Lilith's Brood by Octavia Butler

Jul 02, 2016 08:37


No, I'm not exactly sure why it has taken me so long to get to the Xenogenesis Trilogy. I guess I disliked Butler's first novel, Patternmaster, enough that it took me forty years to get back to her, despite all the acclaim, including a McArthur Foundation Genius Award, in the intervening years. Well, my loss. This is a great book, initially published as three separate novels called Dawn (1987), Adulthood Rites (1988), and Imago (1989). In the future (I don't think Butler specifies how far in the future) a starfaring alien race called the Oankali discover an Earth which has been devastated by a nuclear war between the US and USSR. Most humans and other kinds of animal life are gone or severely damaged. The Oankali "rescue" what life remains on the planet and begins to restore the planet to its antebellum state, mostly in the southern hemisphere where the war had less direct impact.
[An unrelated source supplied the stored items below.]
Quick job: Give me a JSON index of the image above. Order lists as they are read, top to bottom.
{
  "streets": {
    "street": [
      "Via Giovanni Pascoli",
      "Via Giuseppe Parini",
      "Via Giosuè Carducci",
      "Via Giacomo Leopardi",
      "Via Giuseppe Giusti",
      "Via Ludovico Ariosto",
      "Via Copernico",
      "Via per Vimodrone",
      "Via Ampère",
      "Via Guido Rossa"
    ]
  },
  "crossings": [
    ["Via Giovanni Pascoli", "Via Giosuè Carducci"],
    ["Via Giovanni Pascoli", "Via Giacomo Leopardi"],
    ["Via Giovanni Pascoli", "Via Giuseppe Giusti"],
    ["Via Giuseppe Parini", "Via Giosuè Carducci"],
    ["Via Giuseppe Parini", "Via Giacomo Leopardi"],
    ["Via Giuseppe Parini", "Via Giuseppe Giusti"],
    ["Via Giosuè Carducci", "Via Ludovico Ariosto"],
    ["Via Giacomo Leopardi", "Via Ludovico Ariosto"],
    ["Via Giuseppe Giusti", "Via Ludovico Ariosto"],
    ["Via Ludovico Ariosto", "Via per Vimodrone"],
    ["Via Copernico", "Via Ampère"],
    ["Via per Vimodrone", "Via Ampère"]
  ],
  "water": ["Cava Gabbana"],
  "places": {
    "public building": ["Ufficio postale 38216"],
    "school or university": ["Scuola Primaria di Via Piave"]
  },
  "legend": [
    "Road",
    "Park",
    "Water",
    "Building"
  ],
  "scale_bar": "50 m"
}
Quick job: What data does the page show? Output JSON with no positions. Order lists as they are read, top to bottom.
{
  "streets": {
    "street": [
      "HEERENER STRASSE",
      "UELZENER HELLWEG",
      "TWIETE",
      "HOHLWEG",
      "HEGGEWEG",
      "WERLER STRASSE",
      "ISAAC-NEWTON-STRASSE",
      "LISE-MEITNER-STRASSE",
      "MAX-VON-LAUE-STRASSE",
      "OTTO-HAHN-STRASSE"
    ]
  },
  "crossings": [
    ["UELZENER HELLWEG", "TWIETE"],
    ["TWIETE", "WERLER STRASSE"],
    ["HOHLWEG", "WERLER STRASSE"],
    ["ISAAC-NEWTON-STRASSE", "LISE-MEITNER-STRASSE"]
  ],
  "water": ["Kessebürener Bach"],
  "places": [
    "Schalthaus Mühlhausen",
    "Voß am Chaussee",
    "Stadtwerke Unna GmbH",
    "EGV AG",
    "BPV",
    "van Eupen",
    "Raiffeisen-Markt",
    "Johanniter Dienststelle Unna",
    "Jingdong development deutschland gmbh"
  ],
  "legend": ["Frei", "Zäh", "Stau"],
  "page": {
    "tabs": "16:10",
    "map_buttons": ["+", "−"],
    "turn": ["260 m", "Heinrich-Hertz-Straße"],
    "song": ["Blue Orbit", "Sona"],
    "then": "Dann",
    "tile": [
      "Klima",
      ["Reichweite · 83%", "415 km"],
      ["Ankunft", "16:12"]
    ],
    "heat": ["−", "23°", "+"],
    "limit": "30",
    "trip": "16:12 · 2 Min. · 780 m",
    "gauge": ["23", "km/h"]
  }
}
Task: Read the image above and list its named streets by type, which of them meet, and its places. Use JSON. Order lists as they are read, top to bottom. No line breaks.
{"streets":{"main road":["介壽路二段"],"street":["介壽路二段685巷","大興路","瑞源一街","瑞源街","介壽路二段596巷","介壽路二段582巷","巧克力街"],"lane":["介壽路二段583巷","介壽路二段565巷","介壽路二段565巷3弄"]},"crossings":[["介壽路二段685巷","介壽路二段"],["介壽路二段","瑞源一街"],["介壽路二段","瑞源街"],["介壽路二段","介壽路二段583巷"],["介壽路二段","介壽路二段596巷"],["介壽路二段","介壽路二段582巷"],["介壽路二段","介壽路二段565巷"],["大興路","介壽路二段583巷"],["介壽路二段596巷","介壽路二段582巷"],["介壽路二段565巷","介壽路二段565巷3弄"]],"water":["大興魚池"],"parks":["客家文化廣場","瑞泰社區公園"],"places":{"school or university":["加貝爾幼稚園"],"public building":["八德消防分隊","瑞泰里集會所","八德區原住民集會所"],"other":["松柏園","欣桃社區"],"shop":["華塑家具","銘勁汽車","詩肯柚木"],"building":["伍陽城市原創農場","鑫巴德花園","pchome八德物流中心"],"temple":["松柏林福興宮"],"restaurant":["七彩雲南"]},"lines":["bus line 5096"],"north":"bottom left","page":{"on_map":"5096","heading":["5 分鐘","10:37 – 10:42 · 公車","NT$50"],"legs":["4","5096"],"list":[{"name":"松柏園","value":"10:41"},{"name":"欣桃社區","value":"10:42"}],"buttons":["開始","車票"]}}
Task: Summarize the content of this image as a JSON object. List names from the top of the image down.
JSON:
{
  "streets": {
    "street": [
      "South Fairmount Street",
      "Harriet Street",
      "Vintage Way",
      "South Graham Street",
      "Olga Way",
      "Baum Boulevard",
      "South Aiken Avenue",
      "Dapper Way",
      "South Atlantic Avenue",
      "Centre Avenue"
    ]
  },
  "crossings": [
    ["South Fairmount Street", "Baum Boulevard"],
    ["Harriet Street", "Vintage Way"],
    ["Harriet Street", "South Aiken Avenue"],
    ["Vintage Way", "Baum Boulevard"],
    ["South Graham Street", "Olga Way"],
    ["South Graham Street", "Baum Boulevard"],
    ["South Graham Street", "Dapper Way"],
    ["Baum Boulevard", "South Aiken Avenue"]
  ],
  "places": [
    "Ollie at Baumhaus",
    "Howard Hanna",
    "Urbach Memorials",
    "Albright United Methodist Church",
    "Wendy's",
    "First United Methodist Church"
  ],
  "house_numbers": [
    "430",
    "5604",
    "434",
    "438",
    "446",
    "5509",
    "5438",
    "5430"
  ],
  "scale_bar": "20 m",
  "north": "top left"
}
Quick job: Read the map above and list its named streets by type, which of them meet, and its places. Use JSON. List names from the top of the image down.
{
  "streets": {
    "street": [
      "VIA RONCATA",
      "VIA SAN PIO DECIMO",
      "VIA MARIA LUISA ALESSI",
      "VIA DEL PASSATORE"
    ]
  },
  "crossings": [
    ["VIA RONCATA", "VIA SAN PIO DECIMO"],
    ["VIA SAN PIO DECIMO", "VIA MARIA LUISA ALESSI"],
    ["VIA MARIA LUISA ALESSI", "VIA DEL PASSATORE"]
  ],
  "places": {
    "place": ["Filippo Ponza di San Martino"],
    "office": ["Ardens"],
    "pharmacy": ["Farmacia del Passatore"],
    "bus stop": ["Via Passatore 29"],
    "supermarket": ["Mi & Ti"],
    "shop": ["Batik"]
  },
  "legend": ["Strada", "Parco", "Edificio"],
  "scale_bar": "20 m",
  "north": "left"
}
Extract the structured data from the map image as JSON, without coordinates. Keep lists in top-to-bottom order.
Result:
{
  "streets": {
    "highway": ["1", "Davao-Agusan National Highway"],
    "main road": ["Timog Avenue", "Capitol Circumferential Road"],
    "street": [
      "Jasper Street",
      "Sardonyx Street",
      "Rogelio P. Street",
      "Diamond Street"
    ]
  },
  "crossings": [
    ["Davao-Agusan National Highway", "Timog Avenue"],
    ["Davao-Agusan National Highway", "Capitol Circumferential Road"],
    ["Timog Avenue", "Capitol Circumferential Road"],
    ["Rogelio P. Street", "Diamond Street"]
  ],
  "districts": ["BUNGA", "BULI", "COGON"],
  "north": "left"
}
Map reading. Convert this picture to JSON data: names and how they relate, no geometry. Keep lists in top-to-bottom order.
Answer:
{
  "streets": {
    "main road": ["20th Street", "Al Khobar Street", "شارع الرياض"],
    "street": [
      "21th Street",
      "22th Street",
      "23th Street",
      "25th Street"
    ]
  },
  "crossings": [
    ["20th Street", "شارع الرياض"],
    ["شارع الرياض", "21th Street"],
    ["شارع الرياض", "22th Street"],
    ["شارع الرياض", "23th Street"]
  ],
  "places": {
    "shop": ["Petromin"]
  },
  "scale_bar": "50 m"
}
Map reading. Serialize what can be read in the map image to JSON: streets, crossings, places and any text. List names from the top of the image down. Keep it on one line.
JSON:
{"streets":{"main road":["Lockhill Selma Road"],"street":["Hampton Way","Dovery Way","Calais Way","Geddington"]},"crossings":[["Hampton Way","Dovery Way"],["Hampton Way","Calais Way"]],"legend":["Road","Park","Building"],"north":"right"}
Meanwhile the surviving humans have been brought aboard the Oankali starships. Over a period of centuries the Oankali attempt to learn how to communicate with the humans and to prevent them from killing themselves when they realize that they are now essentially the slaves and study subjects of an alien race. Eventually we are introduced to a woman whose name is very eventually given as Lilith with whom an Oankali of the ooloi gender (the Oankali have three genders: male, female, and ooloi) finally establishes a relationship. The ooloi begins to teach her (and us) about the Oankali and the plans they have for humanity. What they want from Lilith is somebody to help wake up more humans and acclimatize them to their situation.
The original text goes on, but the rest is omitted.